**REQUIRED ACTION**
Retype the data that follows line by line, exactly, and leave its pictures out.

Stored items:
● ● ● ● ● ● ●

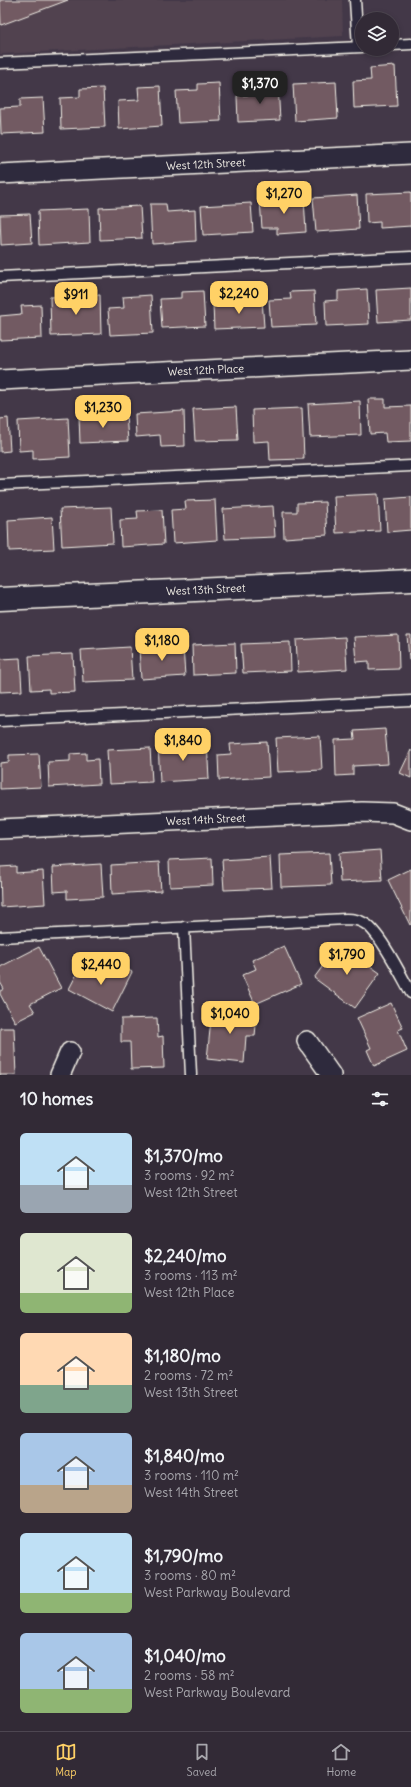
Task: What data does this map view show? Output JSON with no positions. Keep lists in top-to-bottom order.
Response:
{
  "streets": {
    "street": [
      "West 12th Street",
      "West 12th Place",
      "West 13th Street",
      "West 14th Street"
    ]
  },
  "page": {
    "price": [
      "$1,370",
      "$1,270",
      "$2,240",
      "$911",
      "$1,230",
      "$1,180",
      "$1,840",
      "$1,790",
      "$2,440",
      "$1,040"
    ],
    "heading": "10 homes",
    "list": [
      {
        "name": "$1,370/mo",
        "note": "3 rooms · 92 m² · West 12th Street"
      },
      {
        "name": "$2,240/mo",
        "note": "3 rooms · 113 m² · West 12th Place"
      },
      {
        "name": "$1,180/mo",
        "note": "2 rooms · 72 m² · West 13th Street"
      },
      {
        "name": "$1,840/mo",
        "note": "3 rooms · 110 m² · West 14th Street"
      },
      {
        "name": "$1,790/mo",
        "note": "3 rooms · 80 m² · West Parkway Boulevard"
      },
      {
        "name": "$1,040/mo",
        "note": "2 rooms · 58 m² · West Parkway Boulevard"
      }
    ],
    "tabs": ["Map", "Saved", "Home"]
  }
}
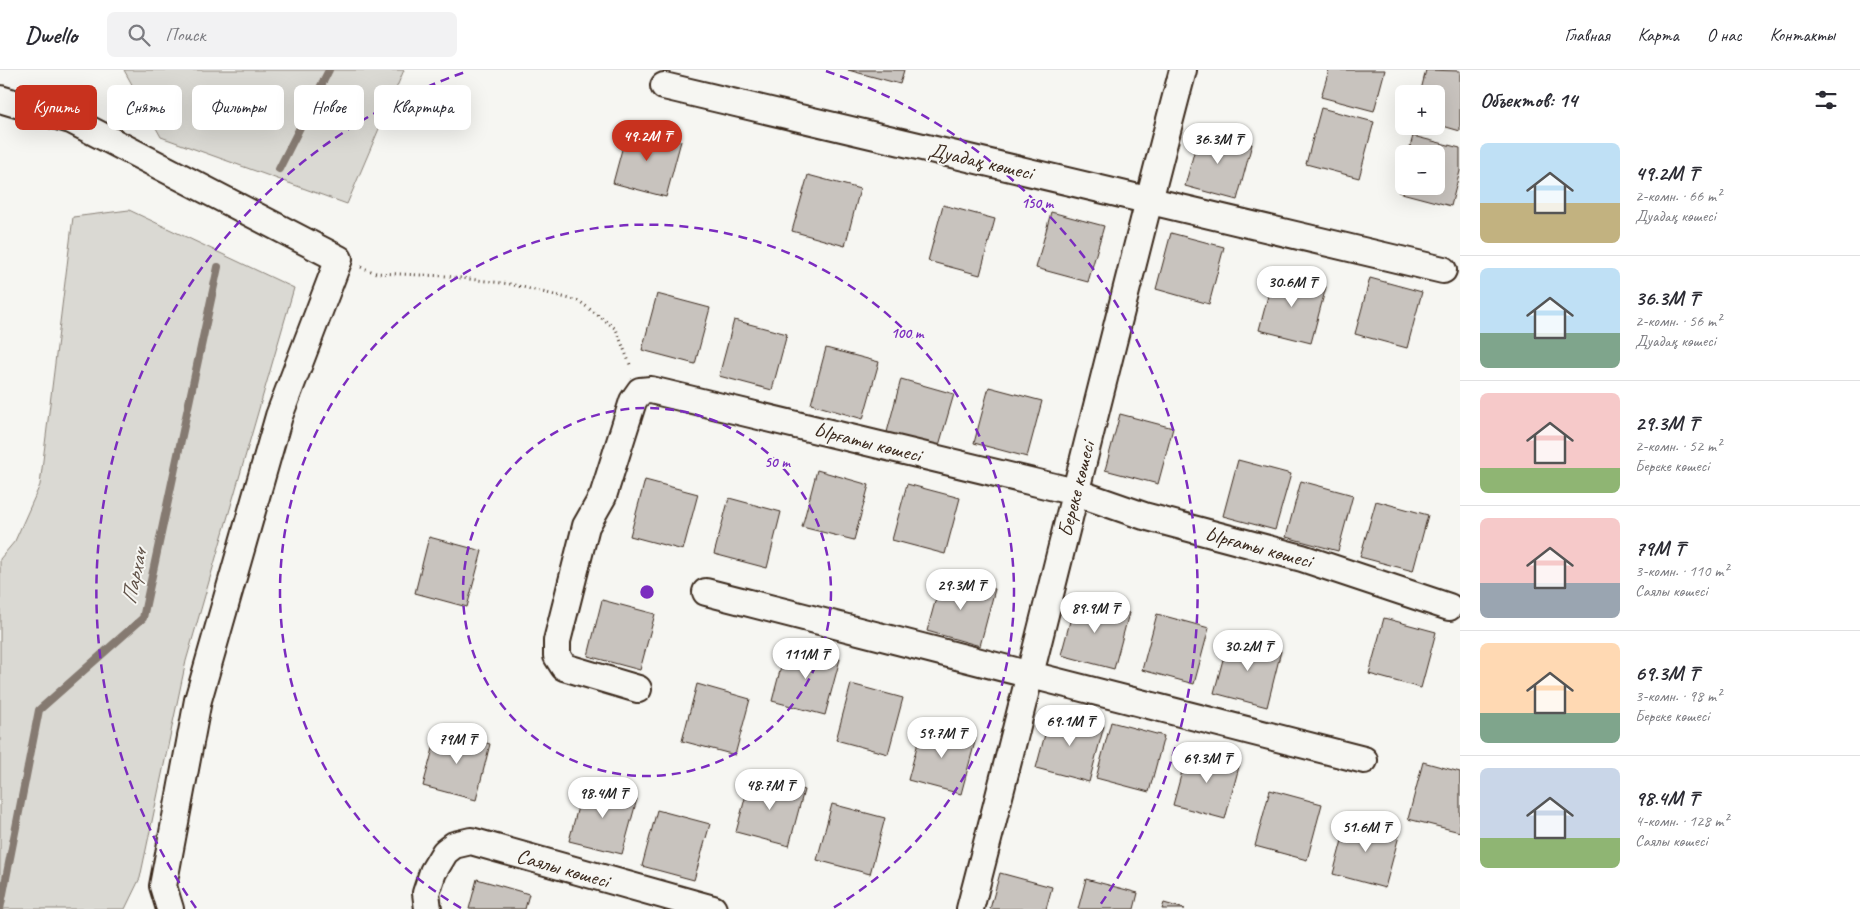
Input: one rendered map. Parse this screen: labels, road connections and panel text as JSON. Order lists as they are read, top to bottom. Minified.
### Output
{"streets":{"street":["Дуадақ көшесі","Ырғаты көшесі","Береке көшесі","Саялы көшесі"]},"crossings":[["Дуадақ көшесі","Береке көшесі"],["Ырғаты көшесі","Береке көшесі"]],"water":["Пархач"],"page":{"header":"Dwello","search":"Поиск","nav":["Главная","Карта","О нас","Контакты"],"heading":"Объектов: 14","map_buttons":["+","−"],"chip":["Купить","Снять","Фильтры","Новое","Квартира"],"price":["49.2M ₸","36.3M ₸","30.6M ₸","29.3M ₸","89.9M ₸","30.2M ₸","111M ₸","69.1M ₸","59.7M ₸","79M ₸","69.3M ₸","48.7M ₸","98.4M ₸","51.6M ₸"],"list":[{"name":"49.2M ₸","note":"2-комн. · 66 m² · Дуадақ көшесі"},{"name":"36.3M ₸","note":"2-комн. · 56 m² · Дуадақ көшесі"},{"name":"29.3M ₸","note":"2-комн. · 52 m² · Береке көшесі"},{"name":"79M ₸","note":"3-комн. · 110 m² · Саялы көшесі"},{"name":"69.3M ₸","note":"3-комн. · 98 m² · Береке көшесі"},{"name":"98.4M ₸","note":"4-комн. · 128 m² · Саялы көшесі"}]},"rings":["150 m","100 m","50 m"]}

● ● ● ● ● ● ●

**EXERCISE RESULT**
Task: What data does this map view show? Output JSON with no positions. Keep lists in top-to-bottom order.
Response:
{
  "streets": {
    "street": [
      "West 12th Street",
      "West 12th Place",
      "West 13th Street",
      "West 14th Street"
    ]
  },
  "page": {
    "price": [
      "$1,370",
      "$1,270",
      "$2,240",
      "$911",
      "$1,230",
      "$1,180",
      "$1,840",
      "$1,790",
      "$2,440",
      "$1,040"
    ],
    "heading": "10 homes",
    "list": [
      {
        "name": "$1,370/mo",
        "note": "3 rooms · 92 m² · West 12th Street"
      },
      {
        "name": "$2,240/mo",
        "note": "3 rooms · 113 m² · West 12th Place"
      },
      {
        "name": "$1,180/mo",
        "note": "2 rooms · 72 m² · West 13th Street"
      },
      {
        "name": "$1,840/mo",
        "note": "3 rooms · 110 m² · West 14th Street"
      },
      {
        "name": "$1,790/mo",
        "note": "3 rooms · 80 m² · West Parkway Boulevard"
      },
      {
        "name": "$1,040/mo",
        "note": "2 rooms · 58 m² · West Parkway Boulevard"
      }
    ],
    "tabs": ["Map", "Saved", "Home"]
  }
}
Input: one rendered map. Parse this screen: labels, road connections and panel text as JSON. Order lists as they are read, top to bottom. Minified.
### Output
{"streets":{"street":["Дуадақ көшесі","Ырғаты көшесі","Береке көшесі","Саялы көшесі"]},"crossings":[["Дуадақ көшесі","Береке көшесі"],["Ырғаты көшесі","Береке көшесі"]],"water":["Пархач"],"page":{"header":"Dwello","search":"Поиск","nav":["Главная","Карта","О нас","Контакты"],"heading":"Объектов: 14","map_buttons":["+","−"],"chip":["Купить","Снять","Фильтры","Новое","Квартира"],"price":["49.2M ₸","36.3M ₸","30.6M ₸","29.3M ₸","89.9M ₸","30.2M ₸","111M ₸","69.1M ₸","59.7M ₸","79M ₸","69.3M ₸","48.7M ₸","98.4M ₸","51.6M ₸"],"list":[{"name":"49.2M ₸","note":"2-комн. · 66 m² · Дуадақ көшесі"},{"name":"36.3M ₸","note":"2-комн. · 56 m² · Дуадақ көшесі"},{"name":"29.3M ₸","note":"2-комн. · 52 m² · Береке көшесі"},{"name":"79M ₸","note":"3-комн. · 110 m² · Саялы көшесі"},{"name":"69.3M ₸","note":"3-комн. · 98 m² · Береке көшесі"},{"name":"98.4M ₸","note":"4-комн. · 128 m² · Саялы көшесі"}]},"rings":["150 m","100 m","50 m"]}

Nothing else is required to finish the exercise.